LA FAMIGLIA PROTESTA: "UNA PENA CHE SEMBRA UN PREMIO"

Erhan Yavuz, figlio di Abdulkerim Yavuz, ha contestato la decisione dichiarando: "Pensavamo che il giudice avrebbe disposto la custodia cautelare in carcere. Invece abbiamo appreso della decisione degli arresti domiciliari. È quasi come dare un premio al ragazzo. Questa decisione rischia di incoraggiare i minori a delinquere". Yavuz ha precisato che il procedimento legale è in corso e che si aspettano che venga fatta giustizia.

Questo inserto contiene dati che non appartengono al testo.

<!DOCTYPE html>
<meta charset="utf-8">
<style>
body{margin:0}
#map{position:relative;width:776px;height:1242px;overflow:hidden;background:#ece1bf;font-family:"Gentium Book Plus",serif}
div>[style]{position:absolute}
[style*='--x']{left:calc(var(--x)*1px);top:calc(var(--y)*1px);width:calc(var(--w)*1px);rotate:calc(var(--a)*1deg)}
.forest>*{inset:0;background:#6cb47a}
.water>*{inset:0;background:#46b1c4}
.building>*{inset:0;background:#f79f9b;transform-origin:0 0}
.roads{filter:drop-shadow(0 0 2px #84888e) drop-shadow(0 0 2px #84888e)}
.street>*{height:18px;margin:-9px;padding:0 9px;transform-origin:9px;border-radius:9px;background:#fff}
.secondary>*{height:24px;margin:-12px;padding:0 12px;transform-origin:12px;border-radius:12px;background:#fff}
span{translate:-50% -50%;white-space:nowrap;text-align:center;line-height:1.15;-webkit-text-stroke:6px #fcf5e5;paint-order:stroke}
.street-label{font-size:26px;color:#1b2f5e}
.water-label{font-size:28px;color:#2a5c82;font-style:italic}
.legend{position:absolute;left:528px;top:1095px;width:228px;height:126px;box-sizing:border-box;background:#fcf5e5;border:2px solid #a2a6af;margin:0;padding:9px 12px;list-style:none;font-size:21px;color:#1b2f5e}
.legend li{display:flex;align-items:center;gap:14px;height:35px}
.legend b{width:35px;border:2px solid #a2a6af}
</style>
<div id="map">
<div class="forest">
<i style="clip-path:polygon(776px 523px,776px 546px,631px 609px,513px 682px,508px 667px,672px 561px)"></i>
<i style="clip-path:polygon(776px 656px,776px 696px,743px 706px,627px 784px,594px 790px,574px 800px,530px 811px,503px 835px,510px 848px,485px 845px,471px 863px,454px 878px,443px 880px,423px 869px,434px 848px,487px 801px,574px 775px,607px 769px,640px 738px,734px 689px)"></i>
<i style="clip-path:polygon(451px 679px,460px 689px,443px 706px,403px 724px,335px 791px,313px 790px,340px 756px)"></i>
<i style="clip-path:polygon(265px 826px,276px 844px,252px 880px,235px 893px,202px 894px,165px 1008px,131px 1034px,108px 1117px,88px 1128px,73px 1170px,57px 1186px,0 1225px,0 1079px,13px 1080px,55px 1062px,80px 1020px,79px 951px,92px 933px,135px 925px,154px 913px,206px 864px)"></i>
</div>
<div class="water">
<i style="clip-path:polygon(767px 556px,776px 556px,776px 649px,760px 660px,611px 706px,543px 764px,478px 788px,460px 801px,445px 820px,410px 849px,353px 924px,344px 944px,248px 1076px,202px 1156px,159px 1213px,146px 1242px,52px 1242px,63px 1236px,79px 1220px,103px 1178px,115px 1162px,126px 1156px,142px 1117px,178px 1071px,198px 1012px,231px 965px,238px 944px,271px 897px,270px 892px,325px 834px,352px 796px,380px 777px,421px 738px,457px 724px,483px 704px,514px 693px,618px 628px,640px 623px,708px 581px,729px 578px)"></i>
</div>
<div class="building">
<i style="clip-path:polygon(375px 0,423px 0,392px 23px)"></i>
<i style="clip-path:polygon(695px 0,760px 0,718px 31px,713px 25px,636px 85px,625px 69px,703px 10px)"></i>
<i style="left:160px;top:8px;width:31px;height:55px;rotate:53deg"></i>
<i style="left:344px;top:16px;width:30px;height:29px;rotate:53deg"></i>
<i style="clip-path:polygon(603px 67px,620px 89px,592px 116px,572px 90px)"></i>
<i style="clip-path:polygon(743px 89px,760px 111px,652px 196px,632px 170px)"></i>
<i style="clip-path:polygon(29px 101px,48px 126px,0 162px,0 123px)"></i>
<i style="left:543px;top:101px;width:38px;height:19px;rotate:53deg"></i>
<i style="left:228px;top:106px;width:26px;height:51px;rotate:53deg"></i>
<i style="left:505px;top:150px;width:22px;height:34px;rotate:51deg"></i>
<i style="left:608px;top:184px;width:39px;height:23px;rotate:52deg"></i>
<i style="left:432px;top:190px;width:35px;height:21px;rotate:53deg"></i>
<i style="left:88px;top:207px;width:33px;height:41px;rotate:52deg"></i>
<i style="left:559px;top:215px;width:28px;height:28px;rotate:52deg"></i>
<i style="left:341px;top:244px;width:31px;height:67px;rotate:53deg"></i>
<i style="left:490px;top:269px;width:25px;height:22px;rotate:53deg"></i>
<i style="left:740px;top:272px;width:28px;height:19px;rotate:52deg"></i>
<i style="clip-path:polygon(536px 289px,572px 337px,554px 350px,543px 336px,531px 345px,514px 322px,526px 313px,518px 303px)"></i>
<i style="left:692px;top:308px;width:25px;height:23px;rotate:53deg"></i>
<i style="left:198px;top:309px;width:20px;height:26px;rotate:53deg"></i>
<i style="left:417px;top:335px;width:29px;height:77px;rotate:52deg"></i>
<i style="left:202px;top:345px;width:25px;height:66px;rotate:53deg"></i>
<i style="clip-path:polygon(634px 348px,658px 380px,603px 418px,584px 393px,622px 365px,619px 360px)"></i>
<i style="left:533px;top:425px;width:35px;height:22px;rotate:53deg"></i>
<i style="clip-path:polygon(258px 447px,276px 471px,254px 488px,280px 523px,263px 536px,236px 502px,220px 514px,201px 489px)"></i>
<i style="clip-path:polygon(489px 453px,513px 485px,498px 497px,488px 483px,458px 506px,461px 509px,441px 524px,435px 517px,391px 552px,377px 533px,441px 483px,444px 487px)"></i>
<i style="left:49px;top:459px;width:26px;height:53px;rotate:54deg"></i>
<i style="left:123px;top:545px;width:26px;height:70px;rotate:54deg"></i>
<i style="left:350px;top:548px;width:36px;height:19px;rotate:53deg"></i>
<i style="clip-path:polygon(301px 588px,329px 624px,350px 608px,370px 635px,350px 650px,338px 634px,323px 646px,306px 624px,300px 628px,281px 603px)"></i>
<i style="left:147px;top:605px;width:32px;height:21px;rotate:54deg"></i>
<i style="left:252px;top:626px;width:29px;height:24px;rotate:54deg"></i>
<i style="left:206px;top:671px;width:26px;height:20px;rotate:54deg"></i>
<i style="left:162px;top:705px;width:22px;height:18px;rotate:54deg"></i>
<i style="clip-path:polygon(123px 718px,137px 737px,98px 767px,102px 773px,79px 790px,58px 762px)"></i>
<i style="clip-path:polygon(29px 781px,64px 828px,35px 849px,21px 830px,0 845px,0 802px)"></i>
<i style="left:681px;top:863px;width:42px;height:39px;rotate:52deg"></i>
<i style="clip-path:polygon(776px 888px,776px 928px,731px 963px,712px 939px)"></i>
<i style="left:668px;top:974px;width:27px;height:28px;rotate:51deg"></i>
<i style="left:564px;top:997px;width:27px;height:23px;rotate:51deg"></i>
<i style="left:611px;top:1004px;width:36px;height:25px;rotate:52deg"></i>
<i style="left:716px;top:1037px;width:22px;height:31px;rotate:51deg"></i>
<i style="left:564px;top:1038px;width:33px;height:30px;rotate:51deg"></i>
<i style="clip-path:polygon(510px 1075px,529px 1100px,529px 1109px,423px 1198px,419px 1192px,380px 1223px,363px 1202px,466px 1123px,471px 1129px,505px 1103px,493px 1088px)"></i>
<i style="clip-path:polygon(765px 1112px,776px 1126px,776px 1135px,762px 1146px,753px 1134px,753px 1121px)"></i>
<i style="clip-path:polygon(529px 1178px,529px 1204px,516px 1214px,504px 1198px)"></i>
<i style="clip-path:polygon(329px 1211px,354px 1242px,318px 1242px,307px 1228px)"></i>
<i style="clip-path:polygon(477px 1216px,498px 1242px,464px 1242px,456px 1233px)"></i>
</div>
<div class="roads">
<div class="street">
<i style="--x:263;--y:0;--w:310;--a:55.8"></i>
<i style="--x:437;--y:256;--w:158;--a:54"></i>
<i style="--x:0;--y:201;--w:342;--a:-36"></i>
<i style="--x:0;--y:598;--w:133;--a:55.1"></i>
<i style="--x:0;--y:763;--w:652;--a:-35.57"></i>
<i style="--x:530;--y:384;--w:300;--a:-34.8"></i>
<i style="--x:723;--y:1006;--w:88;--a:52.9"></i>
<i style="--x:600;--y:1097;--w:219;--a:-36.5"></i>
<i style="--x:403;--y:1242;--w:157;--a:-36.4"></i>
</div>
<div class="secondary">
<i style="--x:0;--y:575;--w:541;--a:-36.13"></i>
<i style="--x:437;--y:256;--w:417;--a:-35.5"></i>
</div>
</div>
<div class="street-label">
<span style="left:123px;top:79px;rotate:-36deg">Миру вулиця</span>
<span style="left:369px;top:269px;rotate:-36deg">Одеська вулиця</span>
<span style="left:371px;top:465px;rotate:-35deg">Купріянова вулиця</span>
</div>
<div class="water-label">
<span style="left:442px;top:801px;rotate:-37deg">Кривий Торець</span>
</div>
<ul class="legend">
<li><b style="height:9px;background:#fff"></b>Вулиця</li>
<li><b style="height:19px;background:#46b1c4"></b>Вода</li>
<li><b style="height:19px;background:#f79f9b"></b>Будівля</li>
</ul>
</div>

IL PROCEDIMENTO LEGALE È IN CORSO

Erhan Yavuz ha aggiunto: "Vogliamo che venga fatta giustizia e che il giudice decida con empatia. Se questo fosse accaduto a un membro della famiglia del giudice, avrebbe preso la stessa decisione? Facciamo appello alle autorità affinché intervengano. Attualmente siamo in attesa del tribunale e continuiamo a presentare ricorsi affinché la persona venga arrestata". La famiglia ha espresso la convinzione che la decisione presa non sia equa e spera che un ordine di custodia cautelare possa alleviare, almeno in parte, il loro dolore.